I get a lot of satisfaction out of making sourdough and not just from being able to enjoy a fresh loaf. My only gripe is that when you start out, there is a lot of discard and I hate waste. Discard for those not on the sourdough bandwagon is the left over starter that is no longer active so not used in your final bake. So naturally, I googled and got advice on what to do with the excess to avoid waste and here is what I've tried and can recommend.



Dehydrate

Dehydrate seemed like the perfect solution. It's easy to dehydrate sourdough, simply spread it thinly on a lined baking tray and leave in a cool dry place until completely dried out. Break into shards and store in an airtight container.



The problem I found with this method is to bring it back to life and active I had to feed the starter for 3 days which left me with more discard than I started with. So I wouldn't recommend this method unless you're taking a big break from baking. In other words, this is a great way to store starter for a long period of time. It could also be a nice way to gift your starter if you have to send it by post though.

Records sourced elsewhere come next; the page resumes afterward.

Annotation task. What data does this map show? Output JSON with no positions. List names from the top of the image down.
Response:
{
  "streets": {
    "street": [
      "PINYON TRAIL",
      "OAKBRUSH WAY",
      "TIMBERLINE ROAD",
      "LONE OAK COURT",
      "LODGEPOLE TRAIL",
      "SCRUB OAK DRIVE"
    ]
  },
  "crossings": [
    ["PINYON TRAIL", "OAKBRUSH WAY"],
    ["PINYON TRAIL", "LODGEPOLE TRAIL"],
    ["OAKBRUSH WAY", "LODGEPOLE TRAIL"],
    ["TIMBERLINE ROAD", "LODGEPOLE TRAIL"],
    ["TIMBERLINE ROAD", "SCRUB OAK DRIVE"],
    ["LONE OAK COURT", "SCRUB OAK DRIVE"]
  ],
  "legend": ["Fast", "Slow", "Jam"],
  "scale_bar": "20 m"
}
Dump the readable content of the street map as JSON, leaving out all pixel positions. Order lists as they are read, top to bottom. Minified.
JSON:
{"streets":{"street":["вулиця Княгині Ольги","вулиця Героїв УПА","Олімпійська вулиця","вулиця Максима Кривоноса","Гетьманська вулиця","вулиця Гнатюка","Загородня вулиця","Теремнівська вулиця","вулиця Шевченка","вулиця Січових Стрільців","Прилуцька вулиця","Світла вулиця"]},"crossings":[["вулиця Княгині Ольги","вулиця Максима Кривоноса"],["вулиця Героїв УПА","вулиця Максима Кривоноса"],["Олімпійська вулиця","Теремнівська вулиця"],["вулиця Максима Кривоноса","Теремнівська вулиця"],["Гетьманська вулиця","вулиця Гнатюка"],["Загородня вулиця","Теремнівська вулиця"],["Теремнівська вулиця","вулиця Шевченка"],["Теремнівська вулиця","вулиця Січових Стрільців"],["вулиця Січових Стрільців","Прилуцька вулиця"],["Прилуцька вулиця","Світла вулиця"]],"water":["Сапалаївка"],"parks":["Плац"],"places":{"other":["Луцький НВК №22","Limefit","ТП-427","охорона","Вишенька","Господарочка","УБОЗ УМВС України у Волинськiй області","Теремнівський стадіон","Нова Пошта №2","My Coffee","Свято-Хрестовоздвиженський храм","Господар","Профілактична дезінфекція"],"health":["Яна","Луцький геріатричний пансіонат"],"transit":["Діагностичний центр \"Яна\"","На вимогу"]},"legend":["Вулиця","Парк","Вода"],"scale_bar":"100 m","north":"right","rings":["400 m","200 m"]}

For those who are curious, I used this method from King Arthur Baking Company.


Crumpets

This would have to be the tastiest way to use up your discard. And so very simple with only 5 ingredients you can whip up a batch for brekkie. They are so tasty and are sure to impress the family. I love this recipe too as it uses up a whole 200g of discard for 4 crumpets, making it a quick way to use up your discard when you've got a lot to get through. I followed the Essential Ingredient recipe and found it worked really well.


Crackers

This is another tasty way to use up discard and could be nice to do if you've got friends coming over (or perhaps to send to friends to enjoy while you zoom with a glass of wine and cheese together). There are so many recipes out there you can try and it's worth experimenting a few recipes until you find the one you like. I trialled The Clever Carrots Puffed Sourdough Crackers with Gruyere and Thyme. My only tip would be to cut your crackers bigger than you want the final result as they shrink during baking.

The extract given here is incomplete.